By providing my email address, I hereby give Aron Hirschfeld permission to communicate with me via email, including but not limited to sending receipts for therapy services.
You must make an appointment to be seen. Most sessions run between 45-55 minutes.
In the event of an emergency, the best practice is to go to your local hospital emergency room where you can get immediate attention and medical assistance. You should also call your clinician and indicate that there is an emergency. Your clinician will get back to you as soon as possible but cannot guarantee an immediate response. Please be advised that notifications for calls, text messages, and emails are turned off between the hours of 9:00pm and 8:00am or on the weekends. Your message will be returned during normal business hours.
Your session time is reserved for you. Please contact your clinician at least 24 hours in advance if you need to change or cancel a scheduled appointment. Except in instances of illness or emergency, appointments that are not canceled in a timely manner will be billed directly to you in their entirety (not just the co-pay) as your insurance company will not cover them.
The fee for an initial one-hour interview and assessment is $180. Additional sessions thereafter are forty-five minutes at a rate of $150, unless otherwise arranged via your insurance company or directly with your clinician. If you are using your insurance, you are responsible for payments or insurance co-pay at the time of each appointment.
The Health Insurance Portability and Accountability Act of 1996 requires that our private health information is kept confidential at all times. Without your written permission, we cannot release any information about you. We will request permission in the event that someone else needs such information. You can revoke this authorization at any time.

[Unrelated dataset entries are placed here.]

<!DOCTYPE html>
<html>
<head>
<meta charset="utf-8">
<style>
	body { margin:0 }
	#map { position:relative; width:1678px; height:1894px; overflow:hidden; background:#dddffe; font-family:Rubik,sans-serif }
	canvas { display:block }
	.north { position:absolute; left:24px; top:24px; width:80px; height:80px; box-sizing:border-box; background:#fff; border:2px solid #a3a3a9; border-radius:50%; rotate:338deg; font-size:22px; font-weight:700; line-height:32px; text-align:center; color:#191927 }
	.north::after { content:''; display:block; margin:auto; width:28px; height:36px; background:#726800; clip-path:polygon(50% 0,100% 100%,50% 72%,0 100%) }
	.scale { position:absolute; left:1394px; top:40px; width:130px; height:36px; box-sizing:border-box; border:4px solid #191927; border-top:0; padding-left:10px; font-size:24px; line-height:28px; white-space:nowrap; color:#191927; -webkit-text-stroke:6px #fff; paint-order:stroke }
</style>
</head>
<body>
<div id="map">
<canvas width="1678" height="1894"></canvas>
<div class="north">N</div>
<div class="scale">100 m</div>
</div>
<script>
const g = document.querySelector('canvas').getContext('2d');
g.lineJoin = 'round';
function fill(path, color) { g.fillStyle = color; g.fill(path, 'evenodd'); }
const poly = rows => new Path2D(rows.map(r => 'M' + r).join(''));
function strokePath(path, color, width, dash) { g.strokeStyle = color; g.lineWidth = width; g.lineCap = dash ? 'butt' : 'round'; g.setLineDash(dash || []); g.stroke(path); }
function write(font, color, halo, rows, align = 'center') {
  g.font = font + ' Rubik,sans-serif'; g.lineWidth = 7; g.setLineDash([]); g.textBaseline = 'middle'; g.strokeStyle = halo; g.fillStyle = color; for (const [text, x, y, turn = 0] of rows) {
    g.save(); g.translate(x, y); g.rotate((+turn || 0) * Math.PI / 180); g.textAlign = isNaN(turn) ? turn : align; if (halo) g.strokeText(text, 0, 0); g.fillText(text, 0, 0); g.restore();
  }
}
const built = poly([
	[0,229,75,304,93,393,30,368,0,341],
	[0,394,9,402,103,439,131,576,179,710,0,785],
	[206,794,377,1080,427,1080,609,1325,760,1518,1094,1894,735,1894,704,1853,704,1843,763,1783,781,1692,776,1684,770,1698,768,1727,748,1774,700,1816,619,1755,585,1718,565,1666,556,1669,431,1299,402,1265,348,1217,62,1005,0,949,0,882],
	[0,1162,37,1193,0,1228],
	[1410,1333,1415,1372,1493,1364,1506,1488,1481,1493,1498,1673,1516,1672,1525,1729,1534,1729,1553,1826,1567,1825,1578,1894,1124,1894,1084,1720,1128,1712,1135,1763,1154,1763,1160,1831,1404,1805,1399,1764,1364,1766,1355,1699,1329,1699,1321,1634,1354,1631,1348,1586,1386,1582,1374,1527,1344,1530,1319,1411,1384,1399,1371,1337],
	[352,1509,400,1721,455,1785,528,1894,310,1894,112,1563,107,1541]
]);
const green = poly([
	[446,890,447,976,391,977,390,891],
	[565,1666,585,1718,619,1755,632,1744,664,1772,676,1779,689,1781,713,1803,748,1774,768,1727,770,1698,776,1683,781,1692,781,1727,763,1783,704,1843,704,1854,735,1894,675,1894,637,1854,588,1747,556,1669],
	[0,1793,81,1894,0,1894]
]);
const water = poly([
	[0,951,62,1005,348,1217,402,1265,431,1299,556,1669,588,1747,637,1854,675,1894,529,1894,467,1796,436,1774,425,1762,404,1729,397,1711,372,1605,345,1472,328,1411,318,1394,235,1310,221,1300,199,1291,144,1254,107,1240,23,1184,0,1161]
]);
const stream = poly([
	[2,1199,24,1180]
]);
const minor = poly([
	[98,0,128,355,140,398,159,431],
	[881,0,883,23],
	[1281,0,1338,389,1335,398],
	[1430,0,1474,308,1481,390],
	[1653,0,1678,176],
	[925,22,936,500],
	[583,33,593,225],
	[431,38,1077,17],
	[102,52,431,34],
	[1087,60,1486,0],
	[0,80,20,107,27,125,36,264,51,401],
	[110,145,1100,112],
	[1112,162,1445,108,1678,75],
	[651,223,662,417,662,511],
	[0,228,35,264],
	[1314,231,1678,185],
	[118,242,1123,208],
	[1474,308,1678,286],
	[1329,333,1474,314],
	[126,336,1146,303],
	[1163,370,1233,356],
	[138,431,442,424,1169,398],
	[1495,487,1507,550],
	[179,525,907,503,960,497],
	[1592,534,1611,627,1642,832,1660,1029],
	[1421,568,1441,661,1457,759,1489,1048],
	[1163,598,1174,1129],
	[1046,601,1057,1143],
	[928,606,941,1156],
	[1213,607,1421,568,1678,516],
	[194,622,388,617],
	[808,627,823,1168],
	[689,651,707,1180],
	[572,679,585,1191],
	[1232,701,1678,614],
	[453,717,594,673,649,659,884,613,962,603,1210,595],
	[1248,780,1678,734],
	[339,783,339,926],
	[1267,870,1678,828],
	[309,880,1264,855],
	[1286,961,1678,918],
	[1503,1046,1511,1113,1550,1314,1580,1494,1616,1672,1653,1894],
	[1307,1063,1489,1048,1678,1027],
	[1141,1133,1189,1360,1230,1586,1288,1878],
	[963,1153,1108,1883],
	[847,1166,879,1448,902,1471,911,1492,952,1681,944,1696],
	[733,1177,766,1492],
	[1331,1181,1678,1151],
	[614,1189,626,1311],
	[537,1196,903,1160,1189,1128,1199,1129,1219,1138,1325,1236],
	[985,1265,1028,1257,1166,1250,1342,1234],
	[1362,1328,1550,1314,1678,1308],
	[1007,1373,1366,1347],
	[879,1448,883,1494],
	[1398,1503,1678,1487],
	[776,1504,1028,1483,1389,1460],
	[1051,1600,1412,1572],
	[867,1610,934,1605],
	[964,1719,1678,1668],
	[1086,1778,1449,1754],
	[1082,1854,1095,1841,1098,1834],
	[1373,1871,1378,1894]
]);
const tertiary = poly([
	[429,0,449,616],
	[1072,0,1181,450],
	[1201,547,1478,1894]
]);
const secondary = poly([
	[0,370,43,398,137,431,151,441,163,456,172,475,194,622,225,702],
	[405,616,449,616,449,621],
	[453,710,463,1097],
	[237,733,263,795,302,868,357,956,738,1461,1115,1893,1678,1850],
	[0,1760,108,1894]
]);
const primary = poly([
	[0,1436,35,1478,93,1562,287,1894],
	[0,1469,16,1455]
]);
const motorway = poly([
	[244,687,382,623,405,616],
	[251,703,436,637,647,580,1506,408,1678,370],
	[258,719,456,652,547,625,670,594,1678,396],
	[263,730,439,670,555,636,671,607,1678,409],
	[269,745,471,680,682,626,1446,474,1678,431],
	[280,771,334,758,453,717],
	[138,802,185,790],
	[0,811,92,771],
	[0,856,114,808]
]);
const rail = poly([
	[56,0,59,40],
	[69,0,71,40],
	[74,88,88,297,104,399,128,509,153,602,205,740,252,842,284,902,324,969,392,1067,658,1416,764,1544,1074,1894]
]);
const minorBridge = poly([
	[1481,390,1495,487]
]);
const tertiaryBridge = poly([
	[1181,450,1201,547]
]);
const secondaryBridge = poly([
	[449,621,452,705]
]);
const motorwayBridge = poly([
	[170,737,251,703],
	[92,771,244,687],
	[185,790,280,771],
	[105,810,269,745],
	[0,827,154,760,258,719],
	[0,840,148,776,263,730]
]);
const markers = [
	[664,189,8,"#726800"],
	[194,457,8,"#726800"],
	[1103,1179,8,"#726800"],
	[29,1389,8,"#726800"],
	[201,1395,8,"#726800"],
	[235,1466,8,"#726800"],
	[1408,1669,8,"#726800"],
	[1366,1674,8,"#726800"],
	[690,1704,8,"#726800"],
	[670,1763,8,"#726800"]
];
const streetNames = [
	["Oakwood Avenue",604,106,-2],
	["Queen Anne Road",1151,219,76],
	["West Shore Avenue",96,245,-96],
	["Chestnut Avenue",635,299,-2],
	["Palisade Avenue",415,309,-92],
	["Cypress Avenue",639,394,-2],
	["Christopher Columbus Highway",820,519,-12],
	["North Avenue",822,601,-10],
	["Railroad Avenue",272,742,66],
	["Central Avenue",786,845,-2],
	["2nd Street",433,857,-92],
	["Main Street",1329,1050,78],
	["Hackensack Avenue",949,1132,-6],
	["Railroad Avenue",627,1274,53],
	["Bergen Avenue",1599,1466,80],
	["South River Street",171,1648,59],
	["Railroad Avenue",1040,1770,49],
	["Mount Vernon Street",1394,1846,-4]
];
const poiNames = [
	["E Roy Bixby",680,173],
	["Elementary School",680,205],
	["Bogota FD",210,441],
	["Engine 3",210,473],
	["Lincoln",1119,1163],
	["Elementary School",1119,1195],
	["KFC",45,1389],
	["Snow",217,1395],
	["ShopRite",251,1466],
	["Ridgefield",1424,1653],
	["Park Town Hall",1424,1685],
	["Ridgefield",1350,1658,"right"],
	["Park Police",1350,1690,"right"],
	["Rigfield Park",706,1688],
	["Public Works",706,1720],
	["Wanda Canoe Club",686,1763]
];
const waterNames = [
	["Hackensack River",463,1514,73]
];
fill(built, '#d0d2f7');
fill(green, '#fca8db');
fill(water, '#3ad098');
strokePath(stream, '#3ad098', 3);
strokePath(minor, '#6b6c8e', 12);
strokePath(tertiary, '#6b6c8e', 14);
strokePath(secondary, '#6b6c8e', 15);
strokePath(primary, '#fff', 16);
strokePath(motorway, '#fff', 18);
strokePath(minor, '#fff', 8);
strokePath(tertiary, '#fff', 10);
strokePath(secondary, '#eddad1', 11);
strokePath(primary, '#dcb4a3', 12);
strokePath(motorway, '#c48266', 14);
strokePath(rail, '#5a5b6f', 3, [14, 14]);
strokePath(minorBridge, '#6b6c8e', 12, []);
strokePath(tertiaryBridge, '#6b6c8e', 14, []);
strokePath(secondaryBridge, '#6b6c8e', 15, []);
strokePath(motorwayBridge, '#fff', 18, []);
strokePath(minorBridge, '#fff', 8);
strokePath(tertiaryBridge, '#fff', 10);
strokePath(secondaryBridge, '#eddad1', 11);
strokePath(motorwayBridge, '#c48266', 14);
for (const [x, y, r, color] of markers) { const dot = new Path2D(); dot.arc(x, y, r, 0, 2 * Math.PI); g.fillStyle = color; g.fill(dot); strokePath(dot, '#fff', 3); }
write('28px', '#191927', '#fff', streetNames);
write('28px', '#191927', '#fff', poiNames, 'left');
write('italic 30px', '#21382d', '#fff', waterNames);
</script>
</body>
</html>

You should also note that there are certain exceptions to the privacy rules. By law, we are required to report the following situations: (1) suspected abuse of a child or vulnerable adults; (2) suicidal and/or homicidal threats; (3) certain law enforcement situations; (4) emergencies that involve legal investigations. Please note that according to state statutes governing psychologists, adolescents over the age of 14 have a right to privacy with respect to sexual activity, pregnancy issues, and substance use. In the event these are issues in the treatment of a given adolescent, we will make every effort to encourage a teen to share information with family members, especially if such sharing is not felt to be harmful to the child.
Use of Social Media
We do not accept any friend requests on any social media platform (Facebook, Twitter, LinkedIn, etc.) from any current or future client. We believe that adding clients as friends on these sites would compromise clients’ confidentiality as well as impact our respective privacy. We also believe that contact on social media blurs the lines and impacts the therapeutic relationship negatively.

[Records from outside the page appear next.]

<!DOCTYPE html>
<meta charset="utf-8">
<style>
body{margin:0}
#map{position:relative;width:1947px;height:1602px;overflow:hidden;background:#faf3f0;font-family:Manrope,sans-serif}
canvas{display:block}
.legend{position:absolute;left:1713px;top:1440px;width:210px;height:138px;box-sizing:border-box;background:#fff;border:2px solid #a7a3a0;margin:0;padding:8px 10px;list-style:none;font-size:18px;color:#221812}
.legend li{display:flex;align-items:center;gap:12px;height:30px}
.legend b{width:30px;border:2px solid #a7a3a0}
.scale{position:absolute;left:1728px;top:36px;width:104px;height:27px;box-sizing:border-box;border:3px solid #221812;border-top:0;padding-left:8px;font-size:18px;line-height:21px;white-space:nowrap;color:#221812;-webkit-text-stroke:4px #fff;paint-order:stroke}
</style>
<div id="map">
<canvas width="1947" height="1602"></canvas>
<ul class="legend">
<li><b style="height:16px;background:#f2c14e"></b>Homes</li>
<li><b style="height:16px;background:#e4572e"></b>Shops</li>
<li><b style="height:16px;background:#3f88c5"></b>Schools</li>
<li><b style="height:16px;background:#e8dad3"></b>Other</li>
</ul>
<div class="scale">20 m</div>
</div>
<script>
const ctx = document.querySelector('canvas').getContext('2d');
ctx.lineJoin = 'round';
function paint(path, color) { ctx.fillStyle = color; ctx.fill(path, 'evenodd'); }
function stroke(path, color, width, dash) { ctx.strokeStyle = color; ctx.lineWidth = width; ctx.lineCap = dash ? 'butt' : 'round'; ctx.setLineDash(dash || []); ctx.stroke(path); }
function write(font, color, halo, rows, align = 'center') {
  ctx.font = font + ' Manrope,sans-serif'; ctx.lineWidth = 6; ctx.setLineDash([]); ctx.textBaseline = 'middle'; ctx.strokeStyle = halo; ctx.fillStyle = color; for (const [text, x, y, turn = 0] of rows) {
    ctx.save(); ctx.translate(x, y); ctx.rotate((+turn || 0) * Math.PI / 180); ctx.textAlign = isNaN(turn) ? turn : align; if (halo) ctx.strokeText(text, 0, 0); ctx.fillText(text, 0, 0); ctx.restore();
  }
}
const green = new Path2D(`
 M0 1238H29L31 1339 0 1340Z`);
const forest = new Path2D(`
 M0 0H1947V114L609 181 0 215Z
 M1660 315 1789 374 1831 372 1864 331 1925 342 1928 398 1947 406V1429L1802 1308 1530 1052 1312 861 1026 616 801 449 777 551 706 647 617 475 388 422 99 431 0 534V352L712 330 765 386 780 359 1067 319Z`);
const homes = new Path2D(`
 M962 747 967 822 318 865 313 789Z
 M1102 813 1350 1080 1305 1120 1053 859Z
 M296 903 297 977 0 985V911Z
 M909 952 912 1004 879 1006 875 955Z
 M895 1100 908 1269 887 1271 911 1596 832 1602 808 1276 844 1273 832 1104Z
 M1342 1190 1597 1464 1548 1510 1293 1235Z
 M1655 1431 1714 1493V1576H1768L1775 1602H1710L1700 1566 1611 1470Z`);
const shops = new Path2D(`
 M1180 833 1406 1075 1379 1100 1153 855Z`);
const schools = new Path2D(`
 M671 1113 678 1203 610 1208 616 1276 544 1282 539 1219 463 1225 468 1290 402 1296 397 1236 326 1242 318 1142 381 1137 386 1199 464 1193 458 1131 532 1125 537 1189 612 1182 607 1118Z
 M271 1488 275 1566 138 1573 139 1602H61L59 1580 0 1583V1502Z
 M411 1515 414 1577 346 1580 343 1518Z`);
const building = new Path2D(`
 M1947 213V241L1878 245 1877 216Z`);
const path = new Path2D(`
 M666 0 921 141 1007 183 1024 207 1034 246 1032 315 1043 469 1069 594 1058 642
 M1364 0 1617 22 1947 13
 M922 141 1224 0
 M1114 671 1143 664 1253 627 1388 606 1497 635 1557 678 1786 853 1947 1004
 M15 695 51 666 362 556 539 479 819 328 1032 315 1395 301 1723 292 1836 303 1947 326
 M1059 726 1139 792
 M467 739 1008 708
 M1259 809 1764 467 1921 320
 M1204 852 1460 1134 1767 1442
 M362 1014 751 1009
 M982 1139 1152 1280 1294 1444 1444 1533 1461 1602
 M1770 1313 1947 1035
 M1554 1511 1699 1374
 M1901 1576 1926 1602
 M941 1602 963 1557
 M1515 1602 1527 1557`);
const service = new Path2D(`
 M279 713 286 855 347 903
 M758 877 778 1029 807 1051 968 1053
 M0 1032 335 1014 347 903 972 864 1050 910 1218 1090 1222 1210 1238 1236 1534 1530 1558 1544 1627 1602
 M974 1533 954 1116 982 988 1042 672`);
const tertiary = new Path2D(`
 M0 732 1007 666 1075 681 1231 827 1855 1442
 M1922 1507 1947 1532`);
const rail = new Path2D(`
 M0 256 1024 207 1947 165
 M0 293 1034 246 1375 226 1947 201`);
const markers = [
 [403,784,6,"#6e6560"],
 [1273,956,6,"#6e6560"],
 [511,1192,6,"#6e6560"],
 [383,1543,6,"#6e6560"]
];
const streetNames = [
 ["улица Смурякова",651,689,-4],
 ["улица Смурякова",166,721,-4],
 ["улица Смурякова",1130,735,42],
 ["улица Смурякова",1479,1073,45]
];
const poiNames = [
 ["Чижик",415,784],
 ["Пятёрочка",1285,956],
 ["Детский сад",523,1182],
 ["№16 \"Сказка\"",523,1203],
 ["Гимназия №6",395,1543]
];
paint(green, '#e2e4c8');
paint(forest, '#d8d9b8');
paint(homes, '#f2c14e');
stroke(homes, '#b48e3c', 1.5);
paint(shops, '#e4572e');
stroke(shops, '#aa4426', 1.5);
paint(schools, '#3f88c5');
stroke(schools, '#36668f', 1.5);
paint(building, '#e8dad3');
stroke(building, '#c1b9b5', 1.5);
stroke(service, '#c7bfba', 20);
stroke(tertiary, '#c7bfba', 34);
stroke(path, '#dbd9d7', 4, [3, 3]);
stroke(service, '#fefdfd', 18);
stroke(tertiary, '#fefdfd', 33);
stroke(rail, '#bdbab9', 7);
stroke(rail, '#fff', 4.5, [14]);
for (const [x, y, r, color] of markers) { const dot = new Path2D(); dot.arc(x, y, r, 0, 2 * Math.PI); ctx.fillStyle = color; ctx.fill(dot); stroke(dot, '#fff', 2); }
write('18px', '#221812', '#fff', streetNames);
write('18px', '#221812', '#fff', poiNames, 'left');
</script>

Use of Email & Text Message
Please note that email and text messages are not considered HIPAA compliant forms of communication. You may contact us through these platforms; however, please be aware that if you choose to do so, you may compromise your confidentiality. If you communicate confidential or private information via text or email, we will assume that you have made an informed decision, will view it as your agreement to take the risk that such communication may be intercepted. Please do not use e-mail or texts for emergencies. Due to computer or network problems, emails may not be deliverable, and we may not check our emails daily.
My choice to engage in treatment is voluntary and I understand that I may terminate therapy at any time.

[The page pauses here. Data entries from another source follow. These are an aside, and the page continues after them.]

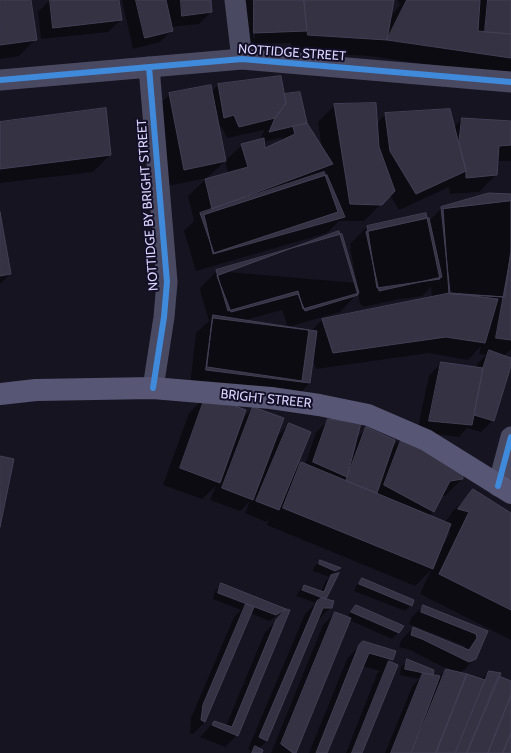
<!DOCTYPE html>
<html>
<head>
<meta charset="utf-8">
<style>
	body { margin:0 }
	canvas { display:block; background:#161421 }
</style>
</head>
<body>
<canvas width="511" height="753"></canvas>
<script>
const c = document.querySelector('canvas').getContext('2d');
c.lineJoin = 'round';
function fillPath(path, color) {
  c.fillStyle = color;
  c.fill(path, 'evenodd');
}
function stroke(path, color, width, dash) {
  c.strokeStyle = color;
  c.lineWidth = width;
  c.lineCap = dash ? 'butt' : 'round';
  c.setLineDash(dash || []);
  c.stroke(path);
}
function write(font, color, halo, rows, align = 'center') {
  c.font = font + ' Cabin,sans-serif';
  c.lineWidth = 4;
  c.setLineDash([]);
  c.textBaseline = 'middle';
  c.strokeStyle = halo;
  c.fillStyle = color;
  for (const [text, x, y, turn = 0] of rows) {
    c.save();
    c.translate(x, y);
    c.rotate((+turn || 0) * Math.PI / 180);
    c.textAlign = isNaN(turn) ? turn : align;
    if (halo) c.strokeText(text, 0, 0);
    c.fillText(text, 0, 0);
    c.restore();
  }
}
const shadow = new Path2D(`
	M0,0H30L36,39L19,56L0,59Z
	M50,0H118L121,20L108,32L41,39L38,12Z
	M122,0H210L211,12L199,24L171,27L172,30L160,42L133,49Z
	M246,0H393L390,20L395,11L401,4H399L398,0H511V77L370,56L292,52L291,43L243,44L242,12L247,6ZM253,13H255V38H253Z
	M218,85L284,96L306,123L303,125L322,149L318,122L335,105L376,124L386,114L454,127L462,119L511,122V161H497L496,175L479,192L450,194L449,187L399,210L390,195L364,221H339L327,233L196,271L184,231L194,221L188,196L207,178L168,186L153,111L170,94L211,92ZM222,127L227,138L264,130L260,140L242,145L225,161L228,173L206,179L225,161L218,128ZM283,137L278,143L265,149L264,142ZM325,170L327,178L326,179L323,172Z
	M0,123L110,155L93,172L0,183Z
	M511,195V349L503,357L511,360V363L493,420L481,432L467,428L459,437L417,432L429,376L441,363L476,368L477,364L486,355L479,354L481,346L468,360L429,353L316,369L313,359L310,383L293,400L190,386L196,333L209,321L201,294V293L200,288L217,271L357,283L350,249L351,248L350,244L367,227L426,219L429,221L442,208ZM431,287L432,298L322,320L311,331L242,321L282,310L288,327L340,312L358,293L360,305L362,304L363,307L400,299L422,296Z
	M0,216L10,274L0,284Z
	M206,396L242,419L253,408L276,438L289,424L294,471L301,463L305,465L316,432L329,420L356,439L367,428L391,449L403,437L462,479L445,496H441L433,512L429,516L445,522L453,511L473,491L511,514V640L420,594L431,570L415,586L267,525L269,518L266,522L245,513L250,501L240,511L210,500L216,486L202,499L163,485L189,413ZM447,531L450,532L445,543L443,542Z
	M320,561L340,569L333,575L337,574L325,600L331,607L319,619H317L267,741L258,749L261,753H249L251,751L248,749L305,614L316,603L296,596L298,593L304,586L321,592L325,582L330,577L313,571L314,567ZM315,594L324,597V600L315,596Z
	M363,580L411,605L405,611L354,591L356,586Z
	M221,585L286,610L237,735L225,747L200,737L214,722L226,726L264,634L283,613V612L269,621L250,613L205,722L193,734L190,733L191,718L234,617L241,610L213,599L215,591Z
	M423,606L487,632L475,658L463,671L458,673L481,680L489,672L510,682L511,679V753H385L412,687L419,679L400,675L401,667L407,661L432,676L439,677L447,669L410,650L399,647L401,640L413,628L465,649V646L409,624L411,618Z
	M356,607L402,626L398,633L392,639L349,620L295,753H271L323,625L335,613L347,617Z
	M363,642L392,659L389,662L361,753H346L377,674L380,671L362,666L326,753H309L347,659Z`);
const building = new Path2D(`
	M0,0H31L37,40L0,45Z
	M50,0H119L122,20L53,28Z
	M136,0H166L173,31L145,38Z
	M181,0H211L212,12L182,16Z
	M254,0H304L307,31L254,33Z
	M304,0H394L387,40L308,35Z
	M407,0H480L478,31L511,34V58L387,40Z
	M488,0H511V34L485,32Z
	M281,76L286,103L275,118L239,127L234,115L224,118L218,84Z
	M211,85L226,161L184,170L169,93Z
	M300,92L307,123L269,132L275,118L286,103L284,94Z
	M376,103L379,147L395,191L382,205L350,204L334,104Z
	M106,108L111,155L0,169V122Z
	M450,109L466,171L416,194L390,151L385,113Z
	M462,118L511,121V145L499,146L497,175L466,178V171L459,142Z
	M307,123L333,164L212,209L205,179L248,167L241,144L264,138L265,148L295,134L293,127Z
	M324,172L338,212L214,253L200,213Z
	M327,175L345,217L213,254L204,215Z
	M489,193L511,194V254L504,297L450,293L441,207Z
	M511,201V249L505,297L449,294L443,209Z
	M0,212L11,274L0,276Z
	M426,213L440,279L377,288L367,226Z
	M429,218L442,277L379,291L366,232Z
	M339,231L358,295L305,311L298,294L231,312L217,276Z
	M342,234L359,293L303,309L298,291L228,311L216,270Z
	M511,254V340L496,338Z
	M450,293L498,299L485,343L446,337L333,353L322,319Z
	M213,315L309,330L302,381L207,367Z
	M213,318L317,331L310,383L206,370Z
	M489,350L511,358V366L494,421L474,415L483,368Z
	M441,362L483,368L472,425L429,421Z
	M206,395L246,410L220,483L180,468Z
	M253,407L284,418L253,500L222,488Z
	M328,419L361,423L347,477L313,462Z
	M289,423L311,432L279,510L256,501Z
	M366,427L395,440L377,493L346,481Z
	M403,435L462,468L463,479L450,481L434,512L384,485Z
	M0,456L14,459L0,527Z
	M301,462L451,524L433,569L283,508Z
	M473,489L511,513V610L439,574L469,512L458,509Z
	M320,560L341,568L335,571L319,564Z
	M339,573L326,599L302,590L304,585L324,592L331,575Z
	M362,578L414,600L412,606L359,584Z
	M221,583L286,609L276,615L218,593Z
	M322,598L334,601L332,608H323L267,741L259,737L317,601Z
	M246,604L254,607L205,722L201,720L203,705Z
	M356,605L404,626L399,633L351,612Z
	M423,605L488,631L476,659L469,662L422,639L411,635L413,627L469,650L477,638L476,634L421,612Z
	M286,609L290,610L238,736L212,725L214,721L232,727L276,620Z
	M335,612L351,618L296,753H293L281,744Z
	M363,641L396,651L393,660L369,653L327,753H316L359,645Z
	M407,659L434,670L433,675L405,669Z
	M389,661L398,665L362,753H352Z
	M446,669L467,674L436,753H412Z
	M489,671L501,673L467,753H456Z
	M423,673L440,676L411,753H391Z
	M467,674L485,680L455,753H436Z
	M499,676L511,681V695L488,753H467Z
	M511,695V733L503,753H488Z
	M511,733V753H503Z
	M255,746L263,750L262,753H252Z`);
const street = new Path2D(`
	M235,0L242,59
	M149,67L167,282L164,317L153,388
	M0,80L242,59L511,82
	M498,486L511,437`);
const secondary = new Path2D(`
	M0,394L36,390L153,388L271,398L319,405L368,415L426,440L511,493`);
const cycleway = new Path2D(`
	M149,67L167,282L164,317L153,388
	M0,80L242,59L511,82
	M498,486L511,437`);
const streetNames = [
	["NOTTIDGE STREET",292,53,4],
	["NOTTIDGE BY BRIGHT STREET",148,205,-94],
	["BRIGHT STREER",266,399,6]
];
fillPath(shadow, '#0007');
fillPath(building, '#343243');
stroke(building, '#433f54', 1);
stroke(street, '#4a4962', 21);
stroke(secondary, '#575674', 22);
stroke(cycleway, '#408adc', 6);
write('13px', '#d9d4ff', '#130f26', streetNames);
</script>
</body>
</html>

I understand that there is no assurance that I will feel better. Because psychotherapy is a cooperative effort between me and my therapist, I will work with my therapist in a cooperative manner to resolve my difficulties.
I understand that during the course of my treatment, I may discuss material that is upsetting and that this might be a necessary part of the process.
I understand that records and information collected about me will be held or released in accordance with state and federal laws regarding confidentiality.
I understand that state law may require the reporting of all cases of abuse or neglect of minors and/or vulnerable adults.
I understand that state laws require reporting of all cases in which there exists a danger to self and others.
I understand that WeClique may disclose records pertaining to my treatment to approved representatives of my insurance company and my primary care physician if such disclosure is required for claims processing, case management, authorization of sessions, coordination of treatment, quality assurance or utilization review purposes. I know I can revoke my consent at any time except to the extent that treatment has already been rendered or that action has been taken.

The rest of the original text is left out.